Pasaporte al pasado con implicaciones al presente
No hace falta a estas alturas glosar las posibilidades que abre la capacidad de descifrar la información densísimamente empaquetada en la molécula de ADN. Como muy bien saben desde los guionistas de series de televisión a los abogados defensores, en el ADN están escritas las relaciones de parentesco; la propensión a padecer enfermedades; la afición por los deportes de riesgo; la potencialidad para desarrollar habilidades por los estímulos adecuados)... La criminalística, las compañías de seguros, la medicina... la revolución del ADN afecta a infinidad de sectores. La aseguradora australiana Nib ofrece a 5.000 de sus clientes pruebas genéticas a mitad de precio, con las podrán cuidar más su salud.
La investigación histórica no iba a ser distinta. El ADN ha confirmado que Thomas Jefferson, el primer presidente de Estados Unidos, tuvo siete hijos con su esclava Sally Hemmings. También ha investigado las huellas dejadas por el virus de la gripe que causó la terrible epidemia de 1918. Ha desvelado que no hubo cruce genético entre neandertales y cromañones. Y está ayudando a aclarar qué población decidió emigrar de África hace decenas de miles de años para acabar dando lugar a los humanos del planeta.

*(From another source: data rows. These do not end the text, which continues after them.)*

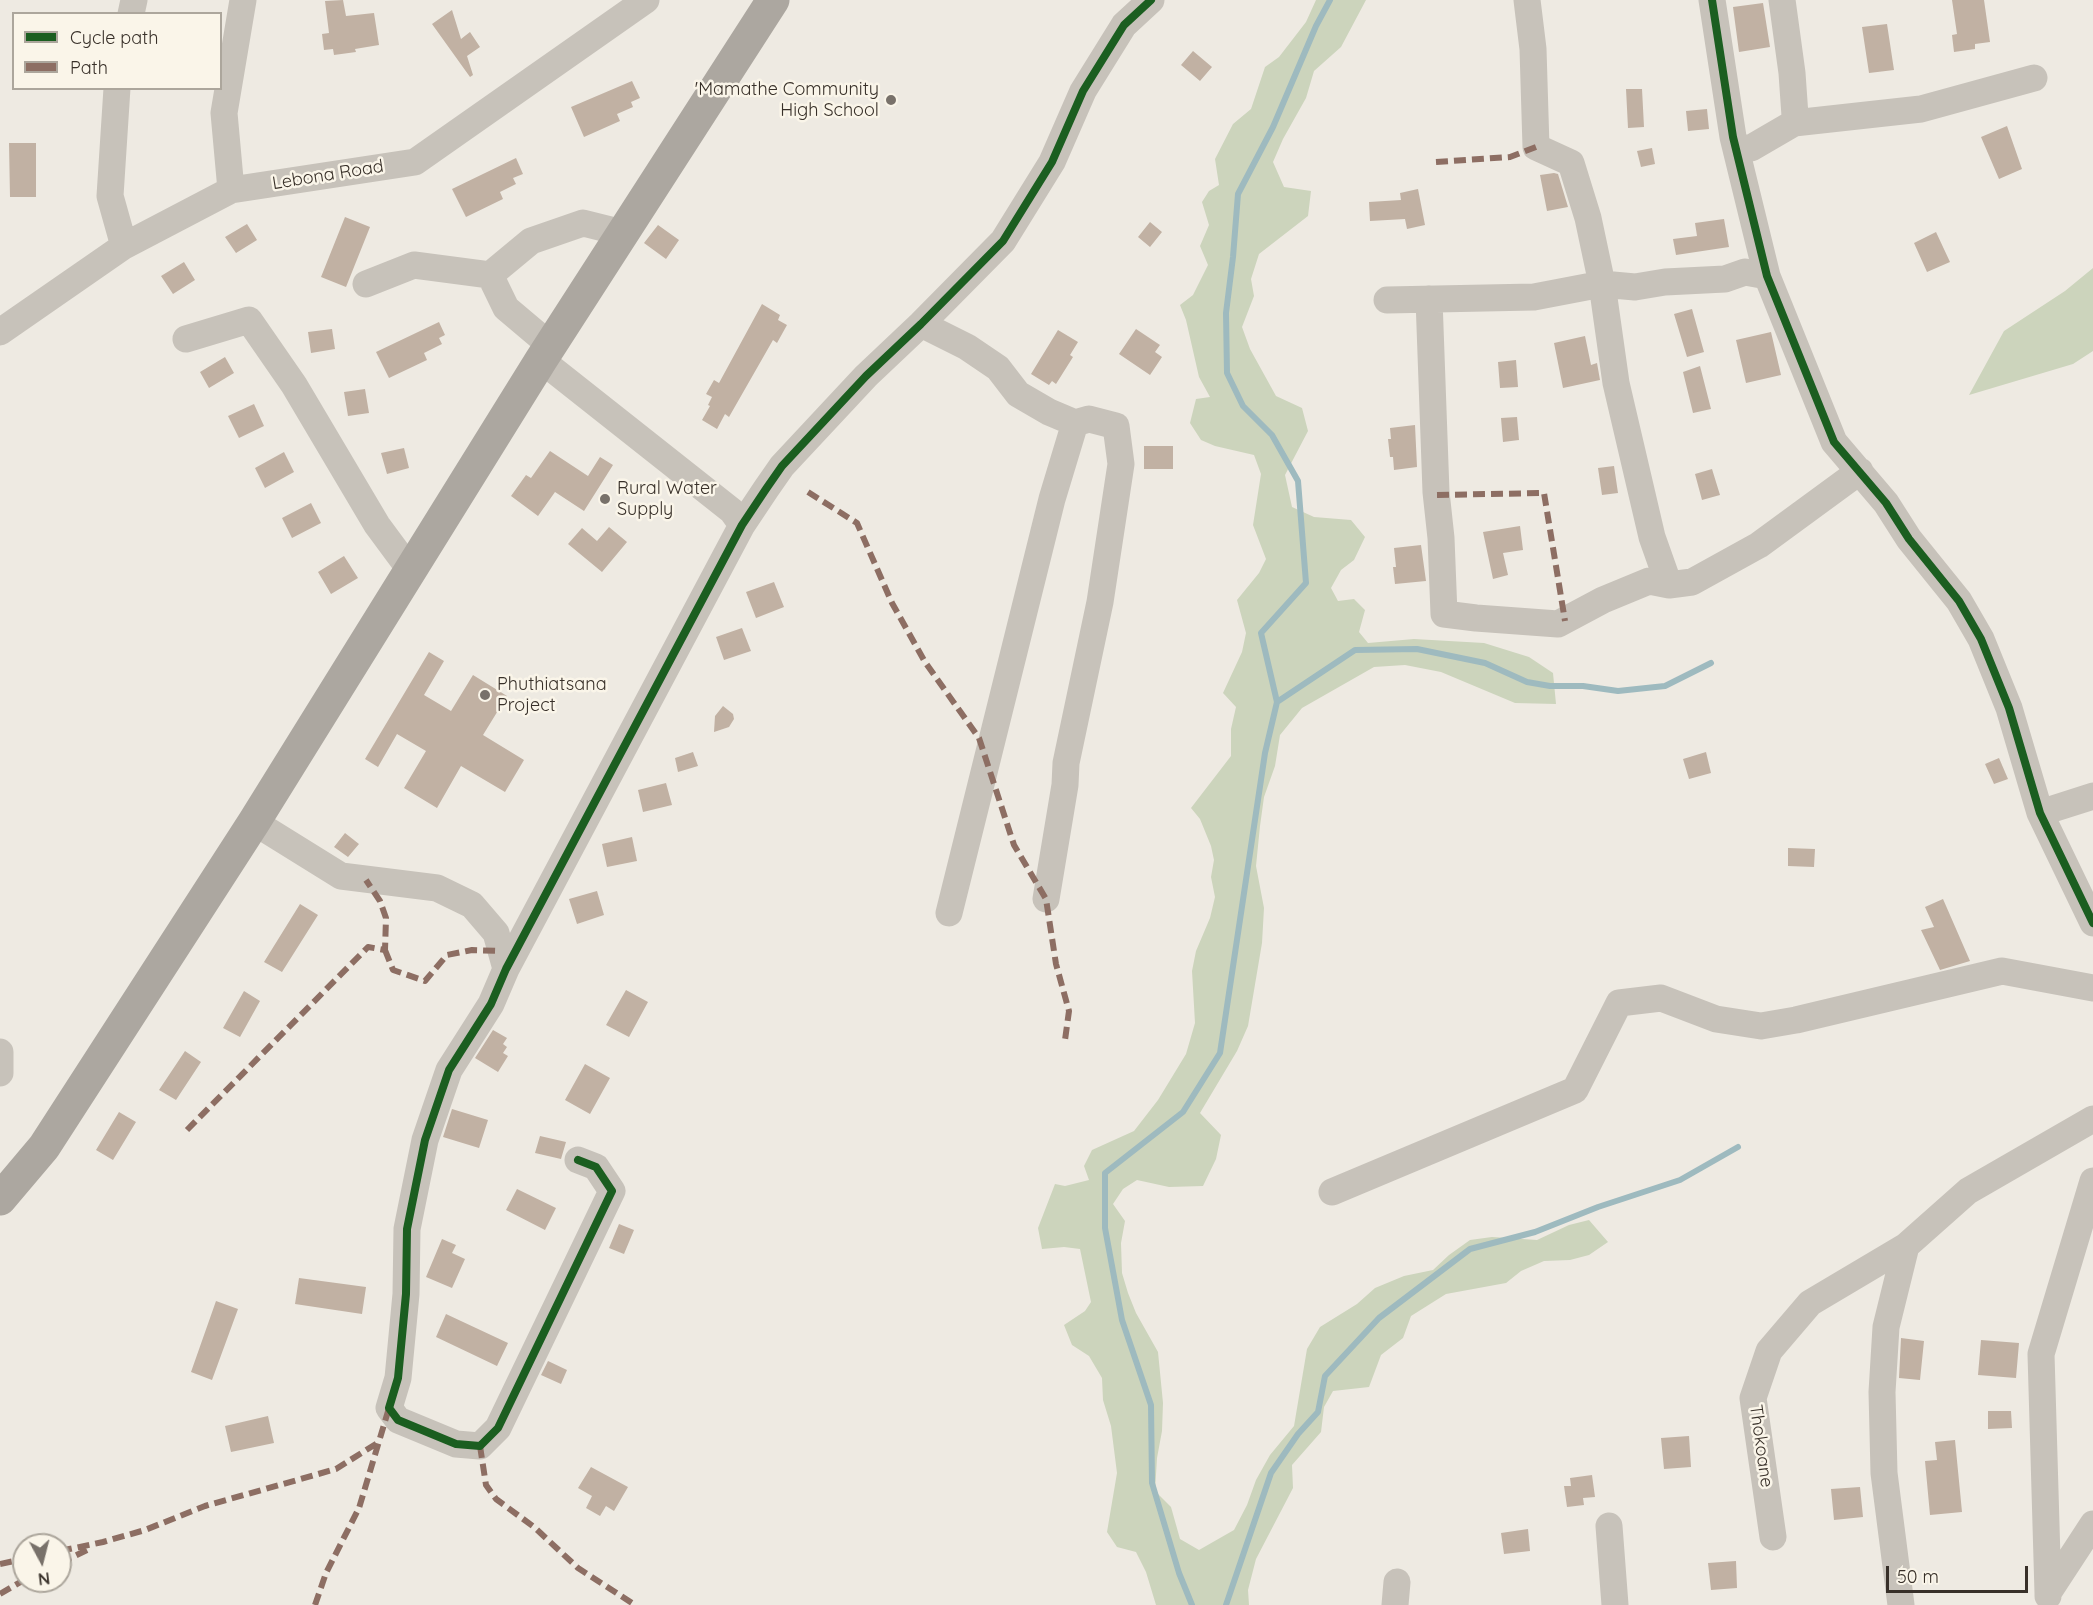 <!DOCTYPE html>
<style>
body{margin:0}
#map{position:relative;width:2093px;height:1605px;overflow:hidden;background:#eeeae2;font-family:Quicksand,sans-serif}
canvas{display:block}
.legend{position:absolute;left:12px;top:12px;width:210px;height:78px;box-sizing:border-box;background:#faf5e9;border:2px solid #aca69c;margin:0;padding:8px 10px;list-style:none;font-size:18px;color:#383029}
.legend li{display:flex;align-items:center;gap:12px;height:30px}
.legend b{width:30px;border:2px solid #aca69c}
.north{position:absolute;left:12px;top:1533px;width:60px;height:60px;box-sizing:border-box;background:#faf5e9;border:2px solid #aca69c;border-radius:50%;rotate:173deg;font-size:16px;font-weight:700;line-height:24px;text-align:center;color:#383029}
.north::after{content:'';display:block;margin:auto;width:21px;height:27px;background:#78716a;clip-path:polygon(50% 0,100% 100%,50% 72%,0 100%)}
.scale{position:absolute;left:1886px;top:1566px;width:142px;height:27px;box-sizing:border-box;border:3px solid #383029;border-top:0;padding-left:8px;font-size:18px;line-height:21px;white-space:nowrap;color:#383029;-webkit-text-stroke:4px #faf5e9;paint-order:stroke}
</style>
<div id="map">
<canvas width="2093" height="1605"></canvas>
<ul class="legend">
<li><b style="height:8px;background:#1b5e20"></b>Cycle path</li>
<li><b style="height:8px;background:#8d6e63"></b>Path</li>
</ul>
<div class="north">N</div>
<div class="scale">50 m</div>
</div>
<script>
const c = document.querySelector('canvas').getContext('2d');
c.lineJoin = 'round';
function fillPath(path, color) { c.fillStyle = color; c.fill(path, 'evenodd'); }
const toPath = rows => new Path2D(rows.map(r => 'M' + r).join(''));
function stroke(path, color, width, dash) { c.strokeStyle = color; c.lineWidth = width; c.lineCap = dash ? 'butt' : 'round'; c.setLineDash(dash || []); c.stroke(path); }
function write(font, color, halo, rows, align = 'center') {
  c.font = font + ' Quicksand,sans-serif'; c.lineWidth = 5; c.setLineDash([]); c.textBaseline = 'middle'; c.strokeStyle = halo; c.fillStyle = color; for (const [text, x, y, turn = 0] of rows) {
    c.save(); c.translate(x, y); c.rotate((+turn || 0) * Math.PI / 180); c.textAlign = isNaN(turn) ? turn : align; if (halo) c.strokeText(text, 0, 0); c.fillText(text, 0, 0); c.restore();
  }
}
fillPath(toPath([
 [1316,0,1366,0,1341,47,1314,71,1306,98,1283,139,1273,162,1284,187,1311,191,1308,216,1259,254,1251,279,1254,296,1242,327,1250,349,1276,396,1302,408,1308,431,1285,475,1292,507,1314,517,1351,520,1365,537,1354,560,1341,570,1331,588,1338,601,1354,599,1365,610,1359,632,1368,643,1414,639,1484,643,1529,657,1553,673,1556,704,1515,703,1441,672,1405,665,1374,667,1302,708,1280,735,1275,766,1264,797,1260,826,1256,866,1264,908,1262,943,1248,1026,1237,1051,1200,1113,1221,1135,1216,1159,1203,1186,1169,1187,1137,1180,1123,1189,1113,1204,1125,1221,1121,1243,1122,1273,1128,1293,1136,1313,1158,1352,1163,1403,1162,1431,1157,1458,1155,1491,1171,1507,1180,1539,1199,1550,1234,1530,1247,1505,1256,1480,1270,1455,1294,1426,1307,1349,1320,1327,1357,1304,1375,1288,1404,1276,1433,1270,1449,1255,1470,1240,1492,1237,1537,1240,1569,1225,1589,1220,1608,1242,1589,1255,1570,1260,1544,1261,1521,1271,1506,1283,1446,1294,1411,1316,1403,1338,1381,1355,1369,1387,1333,1391,1324,1407,1321,1432,1292,1465,1293,1488,1256,1559,1248,1590,1249,1605,1156,1605,1146,1572,1136,1552,1117,1547,1107,1532,1117,1473,1111,1426,1103,1400,1102,1378,1089,1356,1072,1345,1064,1325,1085,1311,1091,1302,1080,1249,1064,1247,1042,1249,1038,1228,1055,1184,1065,1186,1089,1180,1084,1166,1092,1150,1134,1131,1158,1100,1186,1054,1195,1023,1192,971,1196,951,1210,918,1215,897,1211,877,1214,860,1211,846,1200,819,1191,808,1231,756,1231,729,1236,707,1223,693,1242,652,1246,633,1237,600,1259,573,1266,559,1253,525,1261,474,1254,455,1215,446,1201,440,1190,423,1196,399,1210,397,1199,377,1186,320,1180,305,1193,295,1208,265,1200,246,1209,225,1202,202,1209,191,1219,185,1215,159,1233,124,1251,109,1265,67,1279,57,1306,22],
 [2093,268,2093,351,2073,364,1969,395,2004,331,2065,291]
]), '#ccd4bc');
stroke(toPath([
 [1277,702,1355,650,1417,649,1485,663,1527,682,1550,686,1583,686,1618,691,1665,686,1711,663],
 [1192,1605,1179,1573,1152,1483,1151,1405,1122,1320,1105,1228,1105,1173,1183,1112,1220,1053,1265,753,1277,702,1261,633,1306,583,1298,481,1272,435,1243,406,1227,373,1226,313,1233,257,1238,194,1273,127,1316,26,1330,0],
 [1226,1605,1271,1473,1298,1434,1318,1412,1325,1376,1379,1318,1470,1249,1535,1232,1598,1207,1680,1180,1738,1147]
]), '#9ebabf', 6);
fillPath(toPath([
 [343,0,346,16,374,13,379,45,355,49,356,52,334,55,333,49,324,50,322,34,329,33,325,1],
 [1952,0,1984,0,1990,42,1975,44,1975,49,1954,52,1952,35,1957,34],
 [1763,3,1770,47,1739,52,1733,7],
 [452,10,461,39,470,32,480,47,467,56,473,75,470,77,432,24],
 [1887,24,1894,70,1869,73,1862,27],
 [1193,51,1212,67,1200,81,1181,65],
 [632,81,640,98,631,102,633,107,617,114,620,121,584,137,571,107],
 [1626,89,1642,89,1644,127,1628,128],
 [1707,109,1709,129,1688,131,1686,111],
 [2007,126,2022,169,1999,179,1981,137],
 [9,143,36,143,36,197,10,197],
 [1652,148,1655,164,1641,167,1637,151],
 [516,158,523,174,513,178,516,184,500,192,503,199,466,217,452,189],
 [1554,173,1558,174,1568,207,1547,211,1540,175],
 [1418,189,1425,225,1407,229,1405,219,1370,221,1369,202,1401,200,1400,193],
 [345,217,370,227,346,287,321,277],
 [1724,219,1729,247,1676,255,1673,239,1697,236,1695,223],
 [1150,222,1162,232,1150,247,1138,237],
 [247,224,257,240,236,253,225,237],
 [658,225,679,240,666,259,644,243],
 [1936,232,1950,262,1927,272,1914,243],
 [184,262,195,280,173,294,161,276],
 [762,304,780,315,778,320,787,325,777,343,773,340,729,417,725,414,717,429,702,420,710,406,708,405,712,397,706,394,714,380,719,383],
 [1692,309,1704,352,1687,357,1674,314],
 [439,322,445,335,439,338,442,344,424,353,427,360,389,378,376,352],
 [332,329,335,349,311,353,308,332],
 [1136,329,1160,345,1155,352,1162,357,1150,375,1119,354],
 [1058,330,1078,342,1070,355,1073,357,1056,384,1052,381,1049,385,1031,374],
 [1771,332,1781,375,1746,383,1736,340],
 [1585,336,1591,365,1597,363,1600,380,1563,388,1554,343],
 [225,357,234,373,209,388,200,372],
 [1516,360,1518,387,1500,388,1498,362],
 [1700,366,1711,409,1693,413,1683,372],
 [365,389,369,413,348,416,344,392],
 [254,404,264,426,239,438,228,416],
 [1517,417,1519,440,1503,442,1501,418],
 [1415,425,1417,467,1394,470,1393,457,1390,457,1388,439,1391,439,1390,428],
 [1144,446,1173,446,1173,469,1144,469],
 [404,448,409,468,387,474,381,453],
 [550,451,588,476,600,457,613,465,584,511,555,492,538,516,511,496,526,475,531,478],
 [284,452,294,472,265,488,255,468],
 [1614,466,1618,493,1602,495,1598,468],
 [1712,469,1720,495,1702,500,1695,474],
 [311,503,321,523,292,538,282,518],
 [1520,526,1523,550,1503,553,1508,575,1493,579,1483,532],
 [609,527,627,542,602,572,568,544,582,528,597,541],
 [1421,545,1426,581,1395,584,1393,567,1396,567,1394,548],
 [344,556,358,578,331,594,318,572],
 [774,582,784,607,756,618,746,592],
 [742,628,751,651,724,660,716,637],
 [429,652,444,661,424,695,451,711,473,675,507,696,483,735,524,760,505,792,461,766,437,808,404,788,426,751,397,734,378,767,365,759],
 [723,706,733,714,734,719,729,727,714,732,715,716],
 [693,752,698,766,678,772,675,758],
 [1706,752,1711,773,1689,779,1683,759],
 [1999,758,2008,779,1994,784,1985,764],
 [666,783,672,805,643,812,638,790],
 [345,833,359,844,348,857,334,847],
 [632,837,637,861,607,867,602,844],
 [1788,848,1815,849,1814,867,1788,866],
 [597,891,604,915,577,924,569,899],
 [1943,899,1970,961,1940,970,1921,930,1934,927,1925,907],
 [300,904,318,915,282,972,264,962],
 [626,990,648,1002,629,1037,606,1025],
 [244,991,260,1001,240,1037,223,1028],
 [493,1030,507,1038,503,1044,507,1047,503,1053,508,1056,498,1072,475,1058],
 [185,1051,201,1062,176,1100,159,1090],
 [585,1064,610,1078,590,1114,565,1100],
 [452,1109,488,1120,479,1148,443,1137],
 [119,1112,136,1122,113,1160,96,1150],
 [540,1136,566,1142,561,1159,535,1153],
 [517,1189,556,1208,545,1230,506,1210],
 [619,1224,634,1230,624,1254,609,1248],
 [442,1239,456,1245,452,1253,465,1259,452,1288,426,1277],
 [299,1278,366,1287,362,1314,295,1304],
 [216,1301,238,1309,212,1380,191,1372],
 [446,1314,508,1343,497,1366,436,1337],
 [1901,1338,1924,1341,1920,1380,1899,1378],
 [1981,1340,2019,1343,2016,1378,1978,1375],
 [548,1361,567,1370,561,1384,541,1375],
 [1988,1411,2011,1411,2012,1428,1988,1429],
 [268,1416,274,1443,231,1452,225,1426],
 [1689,1436,1691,1467,1664,1469,1661,1438],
 [1955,1440,1962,1512,1930,1515,1925,1461,1937,1460,1935,1442],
 [591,1467,628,1487,614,1511,606,1506,600,1516,586,1508,592,1496,578,1488],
 [1592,1475,1595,1497,1583,1498,1584,1505,1567,1507,1564,1486,1571,1486,1570,1478],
 [1860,1487,1863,1517,1834,1520,1831,1489],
 [1528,1529,1530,1551,1504,1554,1501,1533],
 [1736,1561,1737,1588,1711,1590,1708,1563]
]), '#c1b1a3');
stroke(toPath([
 [1527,0,1533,49,1536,147,1571,163,1588,218,1602,284,1616,383,1652,537,1669,585],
 [1712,0,1733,137,1767,276,1834,442,1886,503,1909,539,1959,601,1981,639,2009,708,2040,813,2093,923],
 [1782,0,1792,73,1795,116,1794,123],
 [131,14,134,0],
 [117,88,110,196,124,246],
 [1737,148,1751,148,1794,123,1921,109,2034,78],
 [231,190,224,113,243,0],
 [366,284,414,265,490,275],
 [1429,299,1436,492,1441,538,1444,614,1476,618,1558,624,1603,600,1649,581,1669,585,1692,582,1759,545,1860,471],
 [1387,300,1534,297,1602,284,1635,287,1665,282,1725,279,1745,272,1767,276],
 [921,324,967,347,998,368,1018,394,1049,412,1075,423,1089,419,1116,426,1121,464,1100,602,1066,763,1065,785,1046,899],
 [0,332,124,246,231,190,415,162,646,0],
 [186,339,249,320,294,385,377,525,411,571],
 [551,346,506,308,490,275,531,241,583,223,623,233],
 [541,360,732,511,742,525],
 [2040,813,2093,796],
 [254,822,341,876,437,888,472,905,496,933,506,969],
 [949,913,1052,499,1075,423],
 [0,1052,0,1073],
 [578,1160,596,1167,612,1191,498,1428,480,1446,456,1444,398,1420,389,1408,398,1378,406,1294,407,1229,425,1140,449,1070,491,1004,506,969,742,525,766,489,782,466,866,376,921,324,1003,241,1052,162,1083,91,1124,25,1151,0],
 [1332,1192,1575,1090,1619,1003,1661,998,1716,1019,1761,1026,1796,1020,2002,971,2093,988],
 [1609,1526,1615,1605],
 [1773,1537,1753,1398,1769,1351,1810,1303,1906,1246],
 [2048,1593,2041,1354,2093,1181],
 [2048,1596,2048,1593,2093,1524],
 [1395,1605,1397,1582],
 [1901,1605,1884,1473,1882,1392,1886,1327,1906,1246,1968,1191,2093,1119]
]), '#c7c2ba', 27);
stroke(toPath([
 [0,1199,44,1147,254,822,541,360,773,0]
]), '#aca7a0', 33);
stroke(toPath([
 [1436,162,1510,157,1536,147],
 [808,492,857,523,892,603,925,662,979,738,1014,845,1046,899,1056,964,1069,1011,1065,1040],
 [1437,495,1544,493,1565,621],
 [385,950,393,970,425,981,447,955,472,950,501,951],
 [187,1130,368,947,385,950,386,918,380,901,366,880],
 [480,1446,486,1485,496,1499,534,1527,578,1568,635,1605],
 [60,1551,103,1542,145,1530,205,1506,336,1469,379,1442],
 [60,1563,87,1550],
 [0,1564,24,1559],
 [0,1594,24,1580],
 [315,1605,326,1573,359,1508,389,1408]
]), '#8d6e63', 6, [12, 6]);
stroke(toPath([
 [1712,0,1733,137,1767,276,1834,442,1886,503,1909,539,1959,601,1981,639,2009,708,2040,813,2093,923],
 [578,1160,596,1167,612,1191,498,1428,480,1446,456,1444,398,1420,389,1408,398,1378,406,1294,407,1229,425,1140,449,1070,491,1004,506,969,742,525,766,489,782,466,866,376,921,324,1003,241,1052,162,1083,91,1124,25,1151,0]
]), '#1b5e20', 8);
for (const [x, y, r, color] of [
 [891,100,6,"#78716a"],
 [605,499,6,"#78716a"],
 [485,695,6,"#78716a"]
]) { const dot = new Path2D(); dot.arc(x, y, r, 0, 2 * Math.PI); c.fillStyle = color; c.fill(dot); stroke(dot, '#faf5e9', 2); }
write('18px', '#383029', '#faf5e9', [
 ["'Mamathe Community",879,90,"right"],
 ["High School",879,111,"right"],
 ["Rural Water",617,489],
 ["Supply",617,510],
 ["Phuthiatsana",497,685],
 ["Project",497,706]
], 'left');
write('18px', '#383029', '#faf5e9', [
 ["Lebona Road",328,175,-9],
 ["Thokoane",1761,1446,82]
]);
</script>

Ahora bien, la posibilidad de leer el ADN de un organismo -vivo o muerto- no es una panacea. La molécula es frágil y resiste mal el paso del tiempo; ante una muestra de tejido antigua los investigadores sudan para sacar algo en claro. Luego está el fantasma de la contaminación. Hasta los laboratorios más prestigiosos han tenido algún susto, incluso después de publicar su trabajo en revistas científicas, cuando han constatado que el ADN al que tan laboriosamente habían 'hecho hablar' había contado una historia, sí, pero de alguien que dejó sin querer su firma genética en la probeta. Así, los investigadores de ADN antiguo han fijado un límite teórico en 100.000 años, más allá del cual asumen que el resultado es poco fiables.
No hay duda sobre los trabajos de Tutankamón. Pero si el ADN se consolida como fuente en la investigación, los arqueólogos tendrán que enfrentarse a tantas caras de la moneda como el resto de expertos.